Hargreaves Lansdown (LSE: HL) is one such share that could make investors a mint in the coming decades given the rate at which it is growing dividends — it hiked the total full-year dividend by 38% year-on-year in the period to June 2018, to give you a taster.

And it’s easy to see this trend continuing. The City certainly remains upbeat and broker consensus is suggestive of a 46.5p per share dividend in fiscal 2019, up from 40p last year and supported by a predicted 16% earnings uplift.

A subsequent yield of 2.1% is, as I suggested, hardly electric. Meanwhile Hargreaves Lansdown’s elevated forward P/E ratio of 37.7 times may put many investors off as well. Neither of these readings should deter savvy share pickers, however, given the exceptional profits opportunities that the financial services giant provides.

Because of the low interest rates currently on offer from traditional savings products like cash accounts, investors are becoming more active in managing their savings.

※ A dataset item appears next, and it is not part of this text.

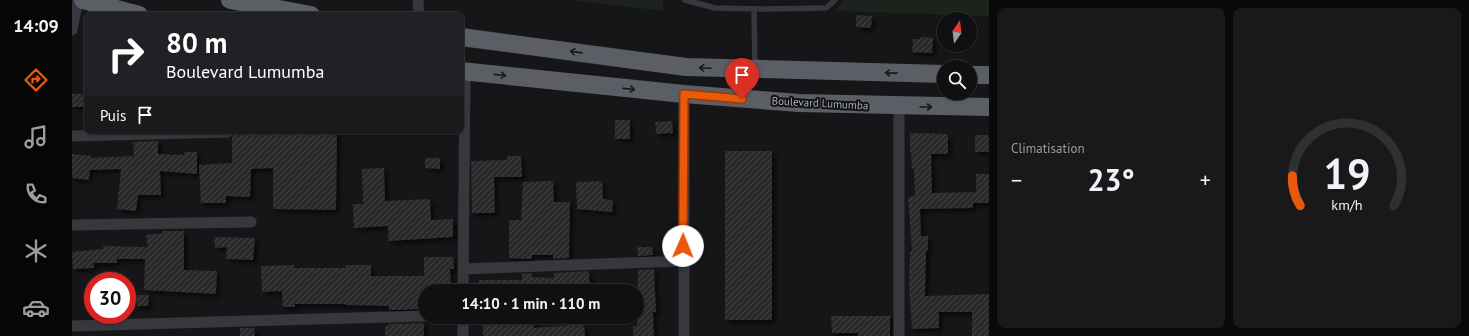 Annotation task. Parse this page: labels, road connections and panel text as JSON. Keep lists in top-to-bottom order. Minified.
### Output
{"streets":{"highway":["Boulevard Lumumba"]},"north":"top","page":{"tabs":"14:09","tile":"Climatisation","turn":["80 m","Boulevard Lumumba"],"then":"Puis","heat":["−","23°","+"],"limit":"30","trip":"14:10 · 1 min · 110 m","gauge":["19","km/h"]}}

This is reflected in the fact that inflows at Hargreaves Lansdown are growing by double-digit percentages, a trend that looks likely to continue as the Footsie firm invests in its product ranges and technologies.

The 6%+ yielder

The vast swathes of people becoming more and more careful to make sure they have enough to retire on is also something that promises to deliver brilliant profits growth at Legal & General Group (LSE: LGEN).

Whilst I am convinced that Hargreaves Lansdown is a brilliant share to buy, despite its low yield and high valuation, those seeking brilliant conventional value may be more tempted by LGEN. It carries a prospective earnings multiple of 8.6 times and monster dividend yields of 6.5% for 2018 and 6.9% for 2019, created by anticipated payouts of 16.4p and 17.5p per share respectively.

Legal & General has been no slouch in lifting dividends in recent years either, helped by a long run of strong earnings growth and mighty cash generation.

In less cheery news, the City is expecting the insurance colossus to break its impressive run of earnings expansion with a 4% drop in 2018 before returning to growth next year. Given that the company’s half-year results in August smashed past broker expectations though, a release in which it also advised “we expect to have an exceptionally busy second half,” I think profits and thus dividends could well surprise to the upside. And I’m not just referring to 2018’s results. I rate Legal  & General, like Hargreaves Lansdown, as excellent income shares to buy today and to hold in the years ahead.

Royston Wild has no position in any of the shares mentioned. The Motley Fool UK has recommended Hargreaves Lansdown and Imperial Brands. Views expressed on the companies mentioned in this article are those of the writer and therefore may differ from the official recommendations we make in our subscription services such as Share Advisor, Hidden Winners and Pro. Here at The Motley Fool we believe that considering a diverse range of insights makes us better investors.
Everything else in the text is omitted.